Final answer:
Methanol (CH₃OH) and Ethanol (C₂H₅OH) can exhibit hydrogen bonds because both have hydrogens bonded to highly electronegative oxygen atoms. Carbon tetrachloride (CCl₄) and Dichloromethane (CH₂Cl₂) cannot form hydrogen bonds as they lack the necessary -OH group.
Step-by-step explanation:
The student has asked which pure liquids can exhibit hydrogen bonds among CH₃OH, CCl₄, C₂H₅OH, and CH₂Cl₂. Hydrogen bonding occurs when there is a hydrogen atom bonded to a highly electronegative atom such as oxygen, fluorine, or nitrogen. These bonds result in the existence of a slight positive charge on hydrogen which can attract the lone pair electrons of electronegative atoms on other molecules, forming a hydrogen bond.

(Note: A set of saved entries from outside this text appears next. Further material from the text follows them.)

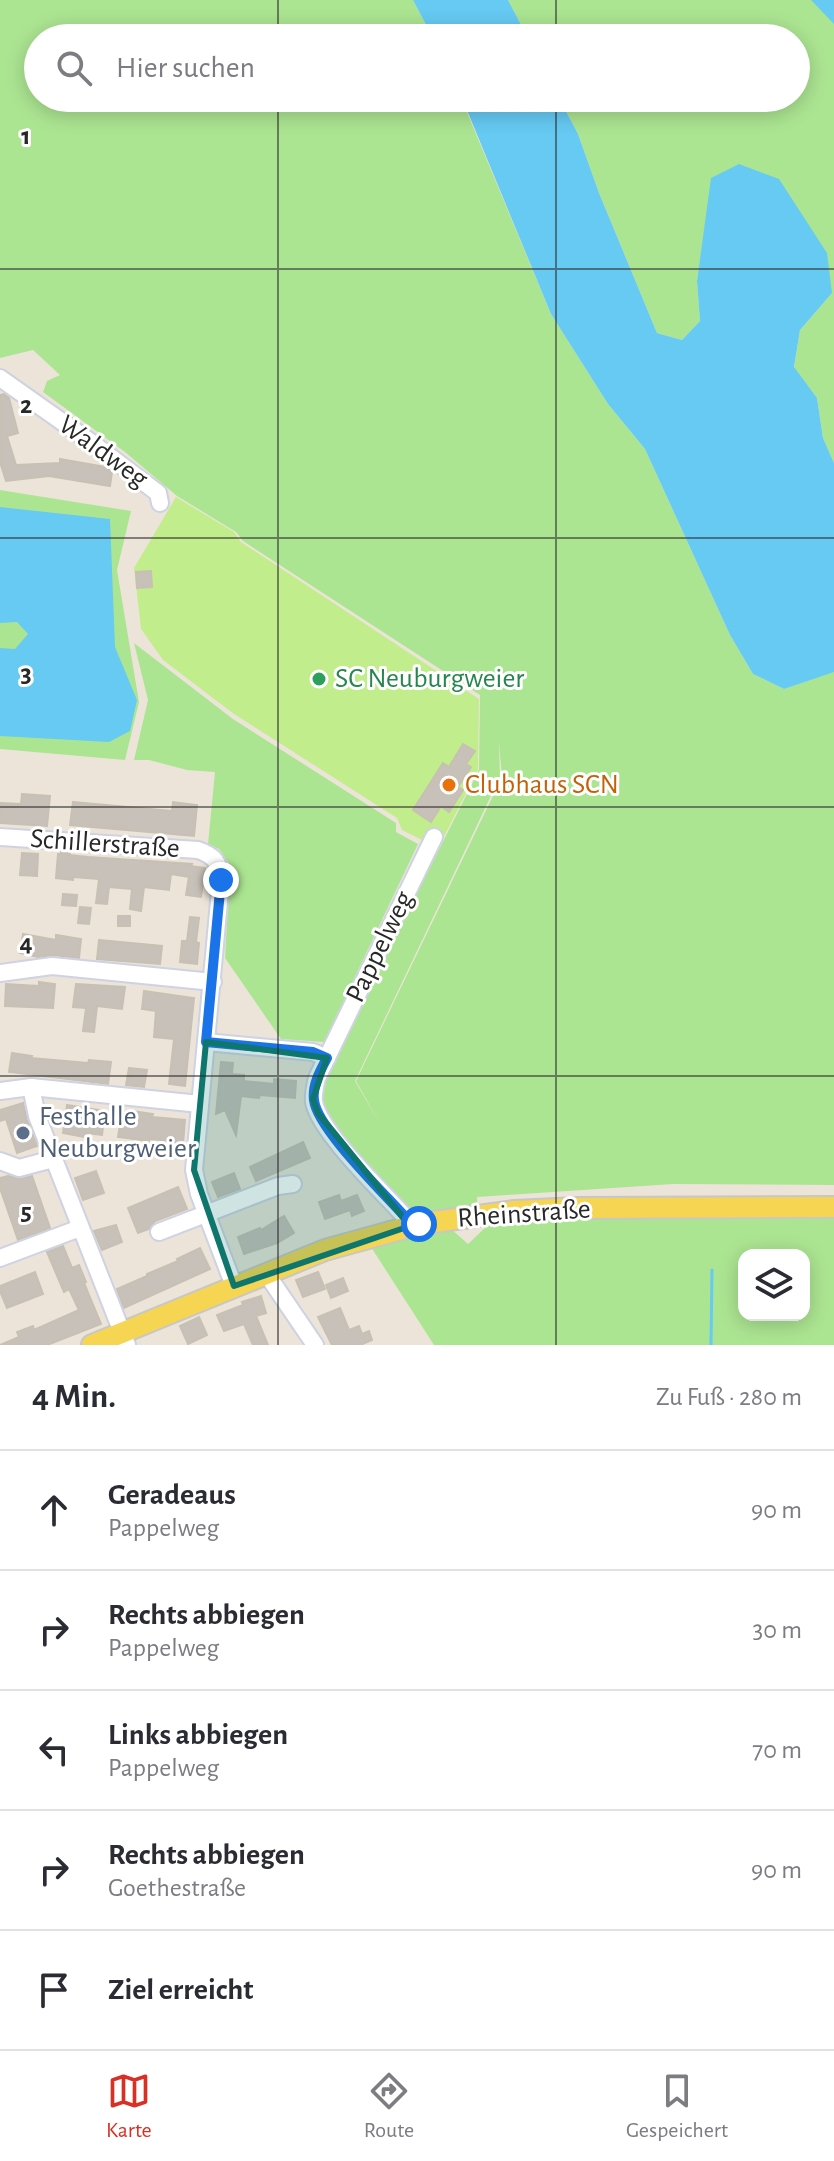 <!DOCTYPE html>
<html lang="de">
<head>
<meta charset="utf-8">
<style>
  :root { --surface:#fff; --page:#f7f7f7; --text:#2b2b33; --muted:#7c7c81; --line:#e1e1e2; --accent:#d93025 }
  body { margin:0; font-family:"Alegreya Sans",sans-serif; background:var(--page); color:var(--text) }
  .controls { position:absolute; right:24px; bottom:24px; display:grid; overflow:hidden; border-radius:16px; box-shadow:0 4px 20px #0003 }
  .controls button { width:72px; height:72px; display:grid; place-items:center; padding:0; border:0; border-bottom:2px solid var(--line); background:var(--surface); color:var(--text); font:40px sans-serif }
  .stop { position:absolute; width:24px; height:24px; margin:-18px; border:6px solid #1a73e8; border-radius:50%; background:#fff }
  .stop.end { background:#1a73e8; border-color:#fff; box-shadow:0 2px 8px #0008 }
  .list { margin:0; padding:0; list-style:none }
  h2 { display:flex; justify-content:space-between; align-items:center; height:104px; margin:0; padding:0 32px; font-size:34px }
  h2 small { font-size:26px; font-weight:400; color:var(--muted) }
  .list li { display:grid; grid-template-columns:52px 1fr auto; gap:24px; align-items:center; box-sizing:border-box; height:120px; padding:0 32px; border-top:2px solid var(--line) }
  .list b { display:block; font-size:30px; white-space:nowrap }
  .list p { margin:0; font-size:26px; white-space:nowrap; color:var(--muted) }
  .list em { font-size:26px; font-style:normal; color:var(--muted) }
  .icon { flex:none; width:44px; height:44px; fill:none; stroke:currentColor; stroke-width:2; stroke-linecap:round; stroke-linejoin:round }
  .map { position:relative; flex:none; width:834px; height:1345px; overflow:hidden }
  .search { position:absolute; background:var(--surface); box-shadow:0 4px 20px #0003; left:24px; right:24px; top:24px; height:88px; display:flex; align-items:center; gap:20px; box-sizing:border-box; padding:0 28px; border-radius:44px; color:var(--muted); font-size:30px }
  .sheet { height:704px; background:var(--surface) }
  nav { display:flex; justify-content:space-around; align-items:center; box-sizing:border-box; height:112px; border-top:2px solid var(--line); background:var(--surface); font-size:22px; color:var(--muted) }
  nav a { display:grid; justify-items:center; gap:4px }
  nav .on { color:var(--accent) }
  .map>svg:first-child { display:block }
  .green { fill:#ace592; fill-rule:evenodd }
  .pitch { fill:#c2ed8d }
  .water { fill:#66caf3 }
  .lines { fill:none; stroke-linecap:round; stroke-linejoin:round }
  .stream { stroke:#66caf3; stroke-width:3 }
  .building { fill:#c7c1b9; stroke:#c7c0b3; stroke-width:2 }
  .minor-casing { stroke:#ced2e2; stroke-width:20 }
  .major-casing { stroke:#c7c7c7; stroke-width:24 }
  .minor { stroke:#fff; stroke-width:16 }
  .major { stroke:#f6d553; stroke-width:20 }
  .route { stroke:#1a73e8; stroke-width:10 }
  .marked { fill:#0f766e; fill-opacity:0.2; stroke:#0f766e; stroke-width:6; stroke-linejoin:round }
  .grid { fill:none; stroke:#282828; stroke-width:2; stroke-opacity:0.55 }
  .leisure-dot { fill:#2e9e5b; stroke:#fff; stroke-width:3 }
  .food-dot { fill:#e8710a; stroke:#fff; stroke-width:3 }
  .service-dot { fill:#5c6f8a; stroke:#fff; stroke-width:3 }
  .labels { text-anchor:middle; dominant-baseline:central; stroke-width:6; stroke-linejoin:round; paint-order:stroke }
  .street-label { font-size:28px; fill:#282828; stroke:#fff }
  .leisure-label { font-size:28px; fill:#27864d; stroke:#fff; text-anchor:start }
  .food-label { font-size:28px; fill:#c56008; stroke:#fff; text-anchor:start }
  .service-label { font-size:28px; fill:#4e5e75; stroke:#fff; text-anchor:start }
  .grid-label { font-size:26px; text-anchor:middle; font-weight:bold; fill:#282828; stroke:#fff; stroke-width:6; stroke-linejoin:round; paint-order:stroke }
</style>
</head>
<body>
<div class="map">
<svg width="834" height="1345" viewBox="0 0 834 1345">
  <rect width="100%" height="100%" fill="#ece4d9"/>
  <g class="green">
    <path d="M0 0H413L433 38H38V98H461L551 314 608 404 645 449 730 635 753 674 784 689 834 671V1185L673 1184 477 1197V1205L417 1216C395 1195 321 1127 320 1099 319 1093 322 1086 323 1080L479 770 480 695 243 541 236 532 177 496 125 452 43 392 47 381 60 375 33 350 0 358ZM499 742 502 777 356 1081 379 1122 355 1081 500 777Z"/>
    <polygon points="508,0 834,0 834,463 823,438 817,398 794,368 800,330 832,293 712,178 697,281 700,321 682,340 657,333 599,193 578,134 559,98 796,98 796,38 528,38"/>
    <polygon points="0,490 131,511 117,570 139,702 125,760 0,749"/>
    <polygon points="134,643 233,719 396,823 396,832 418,844 324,1042 281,1039 225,958 230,865 219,849 208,844 215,772 187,770 149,760 134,760 148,700"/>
    <path d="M603 1217 834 1219V1345H434L371 1247 450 1228 468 1244 489 1224ZM744 1255H804V1315H744Z"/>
  </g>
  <polygon class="pitch" points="176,497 234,532 241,542 479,699 478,770 431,862 415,854 422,840 402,830 397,818 234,714 163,660 141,629 134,568"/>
  <g class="water">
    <polygon points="413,0 508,0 528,38 433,38"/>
    <polygon points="811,0 834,0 834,24"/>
    <polygon points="462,98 559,98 578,134 599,193 657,333 682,340 700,321 697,281 711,178 739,164 779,179 827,253 832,293 800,330 794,367 817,398 823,438 834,463 834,672 784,689 753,674 730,635 645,449 608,404 551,314"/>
    <polygon points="0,507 110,519 115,647 137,700 130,731 109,742 0,736 0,648 15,649 28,634 17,622 0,623"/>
  </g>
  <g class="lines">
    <polyline class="stream" points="711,1345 712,1270"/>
  </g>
  <g class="building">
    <polygon points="4,394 9,398 18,433 7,436 16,465 60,463 60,459 105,467 112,472 110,486 49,476 6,481 0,462 0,395"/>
    <polygon points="151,571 152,587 137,588 136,572"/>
    <polygon points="463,744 475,751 466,764 471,767 458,787 463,790 449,812 441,806 431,822 413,810 443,763 449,767"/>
    <polygon points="22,794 50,796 47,826 0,823 0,803 21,804"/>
    <polygon points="73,802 172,811 173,802 197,805 194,836 70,825"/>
    <polygon points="61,852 70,853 69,855 88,857 192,864 191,866 205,868 201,897 186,895 189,877 171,874 169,890 144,887 141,911 130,909 132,889 109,887 107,904 96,903 99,879 73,877 73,880 56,878 58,854 61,854"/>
    <polygon points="22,853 38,854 37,876 20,875"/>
    <polygon points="63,894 77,895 76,906 62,905"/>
    <polygon points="80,907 91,908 89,924 78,923"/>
    <rect x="118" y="916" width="12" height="10"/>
    <polygon points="190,917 199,918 196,942 199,943 197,964 180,962 182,941 187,941"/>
    <polygon points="23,934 56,940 56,935 81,939 79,958 53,955 38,957 20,953"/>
    <polygon points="99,940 162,946 160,964 97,959"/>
    <polygon points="39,982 55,984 53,1008 5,1006 6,984 39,986"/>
    <polygon points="76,984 125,987 122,1009 97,1006 94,1032 83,1031 86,1008 73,1007"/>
    <polygon points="144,991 194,998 185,1086 169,1084 174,1039 154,1037 156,1011 142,1009"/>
    <polygon points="12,1053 32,1056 31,1058 88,1063 89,1060 111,1062 108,1084 9,1072"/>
    <polygon points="221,1062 233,1063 232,1074 244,1075 244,1081 274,1084 274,1079 296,1081 295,1098 260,1095 259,1098 241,1096 236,1135 225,1110 216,1114"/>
    <polygon points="129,1068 147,1070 144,1087 126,1085"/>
    <polygon points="23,1103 27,1120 37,1146 17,1153 6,1119 0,1121 0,1110"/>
    <polygon points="67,1105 105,1111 102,1135 86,1133 85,1137 63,1133"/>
    <polygon points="132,1111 153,1114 152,1117 185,1120 183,1144 173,1143 173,1141 149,1139 149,1141 118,1137 122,1112 132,1113"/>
    <polygon points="303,1142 310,1158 256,1181 250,1167"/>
    <polygon points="96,1171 104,1193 83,1200 75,1178"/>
    <polygon points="234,1173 240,1189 218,1197 212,1182"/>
    <polygon points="8,1176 21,1179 32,1176 50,1228 18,1240 0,1188 0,1178"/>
    <polygon points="178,1187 187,1209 155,1221 149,1229 138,1233 128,1208"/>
    <polygon points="339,1195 341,1201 357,1195 364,1211 352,1216 350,1210 325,1219 319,1202"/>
    <polygon points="284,1216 294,1233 277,1243 244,1254 238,1237 260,1228 261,1230"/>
    <polygon points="116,1225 122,1242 102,1250 94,1231"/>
    <polygon points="63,1246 72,1268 79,1265 86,1282 84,1283 101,1324 47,1345 0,1345 19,1337 17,1332 33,1326 34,1330 79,1310 69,1289 64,1292 47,1252"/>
    <polygon points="200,1248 210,1269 124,1308 117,1289 147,1276 147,1274 178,1261 177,1259"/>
    <polygon points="35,1272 43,1294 7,1308 0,1291 0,1286"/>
    <polygon points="318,1272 325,1289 303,1297 296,1280"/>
    <polygon points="343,1278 348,1291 331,1298 326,1285"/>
    <polygon points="261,1296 266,1313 256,1316 268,1345 253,1345 244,1324 224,1331 217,1315 243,1305 242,1302"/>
    <polygon points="340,1308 349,1330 359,1326 362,1334 369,1331 372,1340 360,1345 332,1345 318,1317"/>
    <polygon points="199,1317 207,1335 188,1344 180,1326"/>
  </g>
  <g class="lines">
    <g class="minor-casing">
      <g id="minor">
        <polyline points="0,378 92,443 158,493 160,503"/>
        <path d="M0 837 198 850C215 856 219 862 221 880L194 1170 199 1194 234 1286"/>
        <polyline points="0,973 52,966 213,982"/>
        <polyline points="206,1042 313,1052 327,1058"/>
        <polyline points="31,1087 37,1116 127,1345"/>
        <polyline points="0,1091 31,1087 200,1104"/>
        <polyline points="0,1161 19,1168 53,1159"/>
        <path d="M410 1226 407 1219C384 1193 320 1133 314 1102 313 1094 315 1086 317 1078L434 837"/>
        <polyline points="159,1232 278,1186 293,1184"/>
        <polyline points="0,1258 80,1228"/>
        <polyline points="266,1273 315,1345"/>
      </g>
    </g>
    <g class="major-casing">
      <polyline id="major" points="92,1345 325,1250 419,1224 514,1211 578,1208 834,1207"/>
    </g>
    <use href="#minor" class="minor"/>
    <use href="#major" class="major"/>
  </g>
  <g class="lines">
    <path class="route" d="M221 880 206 1042 313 1052 327 1058C320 1071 312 1085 314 1100 317 1129 386 1195 407 1219L410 1226 419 1224"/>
  </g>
  <path class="marked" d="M206 1042 327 1058 313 1099 318 1113 410 1226 234 1286 194 1170Z"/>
  <path class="grid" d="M278 0V38M556 0V38M278 98V1345M556 98V1345M0 269H834M0 538H834M0 807H834M0 1076H834"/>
  <circle class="leisure-dot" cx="319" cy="679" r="8"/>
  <circle class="food-dot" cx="449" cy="785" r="8"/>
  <circle class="service-dot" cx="23" cy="1133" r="8"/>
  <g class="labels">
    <g class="street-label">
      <text transform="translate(103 452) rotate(36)">Waldweg</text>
      <text transform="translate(105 844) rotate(4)">Schillerstraße</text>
      <text transform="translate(380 947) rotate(-64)">Pappelweg</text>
      <text transform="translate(524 1214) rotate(-4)">Rheinstraße</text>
    </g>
    <g class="leisure-label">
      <text x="335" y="679">SC Neuburgweier</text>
    </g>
    <g class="food-label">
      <text x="465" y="785">Clubhaus SCN</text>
    </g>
    <g class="service-label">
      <text x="39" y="1117">Festhalle<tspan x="39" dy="32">Neuburgweier</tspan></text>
    </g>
  </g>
  <g class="grid-label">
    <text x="26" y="144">1</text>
    <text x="26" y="413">2</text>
    <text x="26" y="682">3</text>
    <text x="26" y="951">4</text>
    <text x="26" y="1220">5</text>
  </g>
</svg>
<div class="controls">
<button><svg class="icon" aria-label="layers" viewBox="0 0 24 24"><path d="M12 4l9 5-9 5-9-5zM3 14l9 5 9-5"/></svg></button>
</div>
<div class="stop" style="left:419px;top:1224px"></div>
<div class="stop end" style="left:221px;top:880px"></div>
<div class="search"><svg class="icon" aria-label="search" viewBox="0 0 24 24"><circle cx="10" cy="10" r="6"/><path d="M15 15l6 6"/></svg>Hier suchen</div>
</div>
<section class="sheet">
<h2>4 Min.<small>Zu Fuß · 280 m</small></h2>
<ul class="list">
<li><svg class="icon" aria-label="ahead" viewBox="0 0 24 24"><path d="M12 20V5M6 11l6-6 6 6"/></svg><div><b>Geradeaus</b><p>Pappelweg</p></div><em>90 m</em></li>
<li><svg class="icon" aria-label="right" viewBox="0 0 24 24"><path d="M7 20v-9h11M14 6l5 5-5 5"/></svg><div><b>Rechts abbiegen</b><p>Pappelweg</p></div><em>30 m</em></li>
<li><svg class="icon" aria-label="left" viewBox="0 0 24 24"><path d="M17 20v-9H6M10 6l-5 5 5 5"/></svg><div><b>Links abbiegen</b><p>Pappelweg</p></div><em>70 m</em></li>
<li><svg class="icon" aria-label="right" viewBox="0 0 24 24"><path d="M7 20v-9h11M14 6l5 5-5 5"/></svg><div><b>Rechts abbiegen</b><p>Goethestraße</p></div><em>90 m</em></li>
<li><svg class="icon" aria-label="arrive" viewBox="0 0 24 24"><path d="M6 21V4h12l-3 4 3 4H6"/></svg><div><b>Ziel erreicht</b></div></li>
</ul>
</section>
<nav>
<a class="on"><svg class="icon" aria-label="map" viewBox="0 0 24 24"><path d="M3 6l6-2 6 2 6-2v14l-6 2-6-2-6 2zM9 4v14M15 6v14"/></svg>Karte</a>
<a><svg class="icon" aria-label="directions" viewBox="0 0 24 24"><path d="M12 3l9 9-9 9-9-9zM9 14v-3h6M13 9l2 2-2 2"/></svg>Route</a>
<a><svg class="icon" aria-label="saved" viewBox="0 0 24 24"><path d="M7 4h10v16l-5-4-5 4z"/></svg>Gespeichert</a>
</nav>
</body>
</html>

a) CH₃OH (Methanol) and c) C₂H₅OH (Ethanol) both have -OH groups and thus have hydrogens bonded to oxygen, making them capable of forming hydrogen bonds. On the other hand, b) CCl₄ (Carbon tetrachloride) and d) CH₂Cl₂ (Dichloromethane) do not contain hydrogen atoms bonded to highly electronegative atoms, and therefore cannot exhibit hydrogen bonding. Thus, the correct answers are a) CH₃OH and c) C₂H₅OH for exhibiting hydrogen bonds.